[Task prompt] Which lines of the records contain "Nicolau"? Collect every one of them.

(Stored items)
- - -
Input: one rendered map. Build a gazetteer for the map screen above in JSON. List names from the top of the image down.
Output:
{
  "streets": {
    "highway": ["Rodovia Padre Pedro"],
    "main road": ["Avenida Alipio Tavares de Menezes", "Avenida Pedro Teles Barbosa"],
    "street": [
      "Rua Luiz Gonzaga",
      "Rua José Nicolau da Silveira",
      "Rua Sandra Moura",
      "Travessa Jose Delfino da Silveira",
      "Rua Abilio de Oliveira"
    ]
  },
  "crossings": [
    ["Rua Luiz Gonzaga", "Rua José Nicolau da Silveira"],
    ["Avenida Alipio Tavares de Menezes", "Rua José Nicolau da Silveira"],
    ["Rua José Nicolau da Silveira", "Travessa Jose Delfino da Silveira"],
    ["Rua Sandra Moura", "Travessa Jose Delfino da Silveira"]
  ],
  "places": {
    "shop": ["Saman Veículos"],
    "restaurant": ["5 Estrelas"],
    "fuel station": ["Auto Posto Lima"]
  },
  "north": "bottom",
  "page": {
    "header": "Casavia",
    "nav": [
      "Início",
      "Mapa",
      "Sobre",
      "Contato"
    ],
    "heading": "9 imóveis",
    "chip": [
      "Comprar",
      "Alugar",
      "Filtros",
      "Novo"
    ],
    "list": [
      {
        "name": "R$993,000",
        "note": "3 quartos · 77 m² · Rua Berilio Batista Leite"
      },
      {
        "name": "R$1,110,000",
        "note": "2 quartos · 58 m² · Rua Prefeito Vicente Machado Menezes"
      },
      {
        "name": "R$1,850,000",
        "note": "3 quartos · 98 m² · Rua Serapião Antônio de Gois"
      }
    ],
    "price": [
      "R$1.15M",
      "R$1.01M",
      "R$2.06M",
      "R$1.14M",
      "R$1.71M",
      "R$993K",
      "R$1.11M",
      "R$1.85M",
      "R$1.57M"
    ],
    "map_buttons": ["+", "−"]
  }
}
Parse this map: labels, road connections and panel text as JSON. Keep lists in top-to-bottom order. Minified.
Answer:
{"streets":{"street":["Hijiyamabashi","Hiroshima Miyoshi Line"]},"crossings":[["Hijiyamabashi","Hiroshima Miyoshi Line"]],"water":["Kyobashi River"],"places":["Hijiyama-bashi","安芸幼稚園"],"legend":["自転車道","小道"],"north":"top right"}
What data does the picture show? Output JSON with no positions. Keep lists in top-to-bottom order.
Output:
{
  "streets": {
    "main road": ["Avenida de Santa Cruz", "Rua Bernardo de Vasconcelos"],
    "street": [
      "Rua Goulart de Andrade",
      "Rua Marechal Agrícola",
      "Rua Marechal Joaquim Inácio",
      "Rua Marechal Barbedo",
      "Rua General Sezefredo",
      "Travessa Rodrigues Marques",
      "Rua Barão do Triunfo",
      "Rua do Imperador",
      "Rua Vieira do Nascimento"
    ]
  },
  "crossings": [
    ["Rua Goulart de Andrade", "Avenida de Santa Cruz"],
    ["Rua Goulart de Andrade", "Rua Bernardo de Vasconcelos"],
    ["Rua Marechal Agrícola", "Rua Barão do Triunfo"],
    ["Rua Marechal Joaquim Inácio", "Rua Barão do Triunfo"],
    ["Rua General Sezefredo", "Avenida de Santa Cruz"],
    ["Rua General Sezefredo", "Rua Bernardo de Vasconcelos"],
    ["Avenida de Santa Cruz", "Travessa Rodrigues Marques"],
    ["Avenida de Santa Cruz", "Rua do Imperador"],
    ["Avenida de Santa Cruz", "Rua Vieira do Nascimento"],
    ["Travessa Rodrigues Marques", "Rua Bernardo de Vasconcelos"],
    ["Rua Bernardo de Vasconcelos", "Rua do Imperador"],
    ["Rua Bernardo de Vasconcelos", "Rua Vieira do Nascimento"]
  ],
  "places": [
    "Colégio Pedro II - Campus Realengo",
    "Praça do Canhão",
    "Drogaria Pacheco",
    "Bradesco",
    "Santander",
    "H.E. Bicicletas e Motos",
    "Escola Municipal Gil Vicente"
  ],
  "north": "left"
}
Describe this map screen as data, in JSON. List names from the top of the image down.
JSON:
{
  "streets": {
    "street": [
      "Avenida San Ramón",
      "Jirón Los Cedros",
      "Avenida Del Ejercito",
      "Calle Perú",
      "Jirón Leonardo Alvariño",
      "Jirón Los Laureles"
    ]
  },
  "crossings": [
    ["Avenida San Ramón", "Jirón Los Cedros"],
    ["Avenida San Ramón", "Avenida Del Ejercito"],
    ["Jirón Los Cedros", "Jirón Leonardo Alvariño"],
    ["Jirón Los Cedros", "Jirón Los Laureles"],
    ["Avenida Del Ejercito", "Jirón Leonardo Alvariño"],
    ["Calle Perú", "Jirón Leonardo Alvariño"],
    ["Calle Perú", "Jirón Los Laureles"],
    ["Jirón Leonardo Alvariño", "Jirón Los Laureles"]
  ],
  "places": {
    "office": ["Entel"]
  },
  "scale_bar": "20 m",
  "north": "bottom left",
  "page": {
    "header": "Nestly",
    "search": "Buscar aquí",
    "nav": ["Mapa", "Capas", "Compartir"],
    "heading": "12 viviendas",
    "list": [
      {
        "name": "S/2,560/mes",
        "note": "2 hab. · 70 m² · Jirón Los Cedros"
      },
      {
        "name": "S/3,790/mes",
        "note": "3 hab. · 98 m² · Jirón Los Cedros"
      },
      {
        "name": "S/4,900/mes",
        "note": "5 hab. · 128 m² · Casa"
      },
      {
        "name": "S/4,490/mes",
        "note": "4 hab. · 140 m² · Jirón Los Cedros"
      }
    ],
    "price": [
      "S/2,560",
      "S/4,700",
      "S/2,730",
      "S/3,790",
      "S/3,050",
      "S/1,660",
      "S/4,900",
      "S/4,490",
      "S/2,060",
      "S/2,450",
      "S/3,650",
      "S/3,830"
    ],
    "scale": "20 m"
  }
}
- - -
[Result]
      "Rua José Nicolau da Silveira",
    ["Rua Luiz Gonzaga", "Rua José Nicolau da Silveira"],
    ["Avenida Alipio Tavares de Menezes", "Rua José Nicolau da Silveira"],
    ["Rua José Nicolau da Silveira", "Travessa Jose Delfino da Silveira"],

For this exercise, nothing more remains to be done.